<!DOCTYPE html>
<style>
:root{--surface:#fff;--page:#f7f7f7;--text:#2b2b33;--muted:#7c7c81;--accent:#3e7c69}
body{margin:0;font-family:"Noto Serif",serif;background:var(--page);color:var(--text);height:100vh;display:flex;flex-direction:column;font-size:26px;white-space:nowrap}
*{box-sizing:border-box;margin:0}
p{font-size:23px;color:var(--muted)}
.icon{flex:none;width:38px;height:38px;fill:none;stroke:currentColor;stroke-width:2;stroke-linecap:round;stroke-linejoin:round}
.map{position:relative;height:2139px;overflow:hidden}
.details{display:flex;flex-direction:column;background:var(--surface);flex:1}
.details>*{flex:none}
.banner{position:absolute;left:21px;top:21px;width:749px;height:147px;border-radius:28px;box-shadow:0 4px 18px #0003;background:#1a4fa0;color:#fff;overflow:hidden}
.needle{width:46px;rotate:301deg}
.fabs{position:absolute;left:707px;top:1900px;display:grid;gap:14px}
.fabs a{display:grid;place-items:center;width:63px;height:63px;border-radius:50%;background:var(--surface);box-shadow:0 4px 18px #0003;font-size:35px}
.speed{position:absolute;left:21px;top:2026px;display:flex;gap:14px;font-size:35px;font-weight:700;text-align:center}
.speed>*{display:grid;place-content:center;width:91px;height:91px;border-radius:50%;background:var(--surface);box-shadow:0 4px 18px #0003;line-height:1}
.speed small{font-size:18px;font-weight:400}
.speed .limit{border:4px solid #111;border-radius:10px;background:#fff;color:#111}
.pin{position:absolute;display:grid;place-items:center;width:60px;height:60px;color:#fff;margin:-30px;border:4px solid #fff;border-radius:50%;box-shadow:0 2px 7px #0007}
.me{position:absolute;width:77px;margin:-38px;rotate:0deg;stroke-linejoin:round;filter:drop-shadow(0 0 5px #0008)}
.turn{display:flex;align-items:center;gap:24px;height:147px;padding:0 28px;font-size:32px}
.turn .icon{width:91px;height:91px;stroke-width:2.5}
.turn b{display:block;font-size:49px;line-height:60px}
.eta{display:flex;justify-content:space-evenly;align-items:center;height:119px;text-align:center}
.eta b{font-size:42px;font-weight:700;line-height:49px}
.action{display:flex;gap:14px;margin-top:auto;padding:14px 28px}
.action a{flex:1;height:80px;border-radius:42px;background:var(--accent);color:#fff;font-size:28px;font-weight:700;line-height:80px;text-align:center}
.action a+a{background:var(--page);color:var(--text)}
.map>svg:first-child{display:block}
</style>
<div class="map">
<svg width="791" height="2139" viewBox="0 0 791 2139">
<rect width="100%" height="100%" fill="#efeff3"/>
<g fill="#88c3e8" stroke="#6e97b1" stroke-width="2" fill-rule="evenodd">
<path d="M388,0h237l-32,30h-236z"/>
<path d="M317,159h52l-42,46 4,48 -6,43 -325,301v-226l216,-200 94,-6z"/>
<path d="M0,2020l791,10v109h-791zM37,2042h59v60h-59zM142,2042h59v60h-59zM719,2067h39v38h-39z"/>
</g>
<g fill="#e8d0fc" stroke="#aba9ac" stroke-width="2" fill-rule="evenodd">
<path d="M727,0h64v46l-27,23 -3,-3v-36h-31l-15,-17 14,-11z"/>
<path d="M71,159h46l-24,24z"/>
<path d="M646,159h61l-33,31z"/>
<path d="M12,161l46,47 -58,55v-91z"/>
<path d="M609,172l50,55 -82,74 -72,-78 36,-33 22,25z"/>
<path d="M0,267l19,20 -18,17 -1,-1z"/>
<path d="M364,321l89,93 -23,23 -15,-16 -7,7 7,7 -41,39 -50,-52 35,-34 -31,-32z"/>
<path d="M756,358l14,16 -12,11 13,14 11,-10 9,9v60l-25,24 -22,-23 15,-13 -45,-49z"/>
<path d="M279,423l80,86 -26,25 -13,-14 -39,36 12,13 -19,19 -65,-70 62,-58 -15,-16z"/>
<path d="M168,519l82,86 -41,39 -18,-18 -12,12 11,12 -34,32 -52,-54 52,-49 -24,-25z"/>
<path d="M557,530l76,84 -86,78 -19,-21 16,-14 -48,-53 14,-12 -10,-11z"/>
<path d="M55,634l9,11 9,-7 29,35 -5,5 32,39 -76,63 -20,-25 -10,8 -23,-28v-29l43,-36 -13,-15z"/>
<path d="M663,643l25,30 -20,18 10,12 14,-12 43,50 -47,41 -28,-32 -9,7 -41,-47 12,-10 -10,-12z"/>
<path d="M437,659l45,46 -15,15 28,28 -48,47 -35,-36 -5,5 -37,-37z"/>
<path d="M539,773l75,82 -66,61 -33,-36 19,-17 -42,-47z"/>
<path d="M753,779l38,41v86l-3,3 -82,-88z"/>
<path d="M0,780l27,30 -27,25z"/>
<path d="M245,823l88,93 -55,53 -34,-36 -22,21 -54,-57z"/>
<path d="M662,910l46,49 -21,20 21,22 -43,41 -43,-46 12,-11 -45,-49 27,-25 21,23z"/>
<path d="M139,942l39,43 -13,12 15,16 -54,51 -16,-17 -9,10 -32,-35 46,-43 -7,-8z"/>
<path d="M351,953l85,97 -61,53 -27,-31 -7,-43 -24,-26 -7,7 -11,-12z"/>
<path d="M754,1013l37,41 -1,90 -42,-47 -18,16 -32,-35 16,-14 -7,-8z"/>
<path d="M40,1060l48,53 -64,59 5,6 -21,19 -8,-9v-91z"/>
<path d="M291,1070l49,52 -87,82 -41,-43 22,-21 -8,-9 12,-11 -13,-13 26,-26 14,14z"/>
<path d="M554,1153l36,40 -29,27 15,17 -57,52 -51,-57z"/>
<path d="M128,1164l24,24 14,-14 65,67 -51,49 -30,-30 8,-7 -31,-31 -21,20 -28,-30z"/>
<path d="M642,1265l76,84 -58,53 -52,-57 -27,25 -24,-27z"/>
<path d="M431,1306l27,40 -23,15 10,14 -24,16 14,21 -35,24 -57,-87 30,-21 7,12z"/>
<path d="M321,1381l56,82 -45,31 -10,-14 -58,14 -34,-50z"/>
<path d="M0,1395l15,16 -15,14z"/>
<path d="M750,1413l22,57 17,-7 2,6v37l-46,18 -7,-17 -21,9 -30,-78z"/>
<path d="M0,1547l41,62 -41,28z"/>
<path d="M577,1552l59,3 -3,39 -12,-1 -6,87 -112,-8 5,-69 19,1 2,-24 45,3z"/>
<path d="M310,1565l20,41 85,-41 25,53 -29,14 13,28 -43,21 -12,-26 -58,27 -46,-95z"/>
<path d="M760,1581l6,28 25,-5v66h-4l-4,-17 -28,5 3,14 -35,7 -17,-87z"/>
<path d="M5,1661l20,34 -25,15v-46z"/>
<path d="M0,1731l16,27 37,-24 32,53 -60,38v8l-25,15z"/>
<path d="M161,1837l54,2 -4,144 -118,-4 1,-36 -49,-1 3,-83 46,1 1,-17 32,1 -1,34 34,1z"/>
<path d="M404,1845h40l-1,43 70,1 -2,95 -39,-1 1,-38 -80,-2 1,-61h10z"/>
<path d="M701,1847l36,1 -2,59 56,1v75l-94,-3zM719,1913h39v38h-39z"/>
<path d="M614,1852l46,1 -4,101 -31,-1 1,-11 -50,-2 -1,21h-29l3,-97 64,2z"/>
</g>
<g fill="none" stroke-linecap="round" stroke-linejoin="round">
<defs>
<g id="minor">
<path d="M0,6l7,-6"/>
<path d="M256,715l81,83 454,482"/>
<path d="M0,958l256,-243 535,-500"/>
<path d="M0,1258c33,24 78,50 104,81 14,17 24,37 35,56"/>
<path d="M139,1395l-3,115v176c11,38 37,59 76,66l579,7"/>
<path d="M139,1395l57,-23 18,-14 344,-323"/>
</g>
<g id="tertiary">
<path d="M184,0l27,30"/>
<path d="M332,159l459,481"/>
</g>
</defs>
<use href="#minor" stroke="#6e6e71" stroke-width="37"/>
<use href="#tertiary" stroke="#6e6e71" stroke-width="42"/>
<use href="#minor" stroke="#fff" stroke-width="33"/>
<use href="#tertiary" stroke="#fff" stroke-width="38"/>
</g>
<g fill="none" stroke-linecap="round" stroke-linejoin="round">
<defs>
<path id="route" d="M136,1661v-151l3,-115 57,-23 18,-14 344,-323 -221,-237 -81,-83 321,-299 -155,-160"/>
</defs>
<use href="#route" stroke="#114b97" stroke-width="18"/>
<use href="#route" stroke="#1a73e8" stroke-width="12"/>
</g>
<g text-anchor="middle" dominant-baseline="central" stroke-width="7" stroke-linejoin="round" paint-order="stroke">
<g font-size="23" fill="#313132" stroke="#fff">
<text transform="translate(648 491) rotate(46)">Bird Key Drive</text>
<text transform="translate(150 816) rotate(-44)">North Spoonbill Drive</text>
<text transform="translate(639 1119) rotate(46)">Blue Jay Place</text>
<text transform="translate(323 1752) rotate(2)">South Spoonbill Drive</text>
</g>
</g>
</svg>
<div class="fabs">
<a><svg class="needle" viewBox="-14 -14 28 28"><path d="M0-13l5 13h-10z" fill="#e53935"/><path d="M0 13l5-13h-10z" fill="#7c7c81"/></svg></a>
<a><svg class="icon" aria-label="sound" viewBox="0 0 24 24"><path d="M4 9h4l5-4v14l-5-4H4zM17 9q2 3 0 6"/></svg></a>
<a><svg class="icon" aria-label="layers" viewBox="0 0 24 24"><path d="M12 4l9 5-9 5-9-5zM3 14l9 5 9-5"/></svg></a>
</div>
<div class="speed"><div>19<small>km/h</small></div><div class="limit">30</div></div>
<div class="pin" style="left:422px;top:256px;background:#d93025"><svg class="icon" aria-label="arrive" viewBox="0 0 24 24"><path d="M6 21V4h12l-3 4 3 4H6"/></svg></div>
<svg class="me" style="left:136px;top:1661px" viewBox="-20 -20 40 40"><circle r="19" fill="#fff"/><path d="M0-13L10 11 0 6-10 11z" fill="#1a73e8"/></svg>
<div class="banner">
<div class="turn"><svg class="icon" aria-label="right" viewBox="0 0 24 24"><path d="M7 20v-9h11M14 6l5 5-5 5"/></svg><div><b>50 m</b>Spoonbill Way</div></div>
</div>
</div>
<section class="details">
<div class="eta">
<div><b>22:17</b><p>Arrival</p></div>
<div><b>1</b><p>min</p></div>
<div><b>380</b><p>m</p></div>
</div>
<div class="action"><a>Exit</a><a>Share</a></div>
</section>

+++

What is being asked: This task calls for each line of the material that contains "banner".

Reply:
.banner{position:absolute;left:21px;top:21px;width:749px;height:147px;border-radius:28px;box-shadow:0 4px 18px #0003;background:#1a4fa0;color:#fff;overflow:hidden}
<div class="banner">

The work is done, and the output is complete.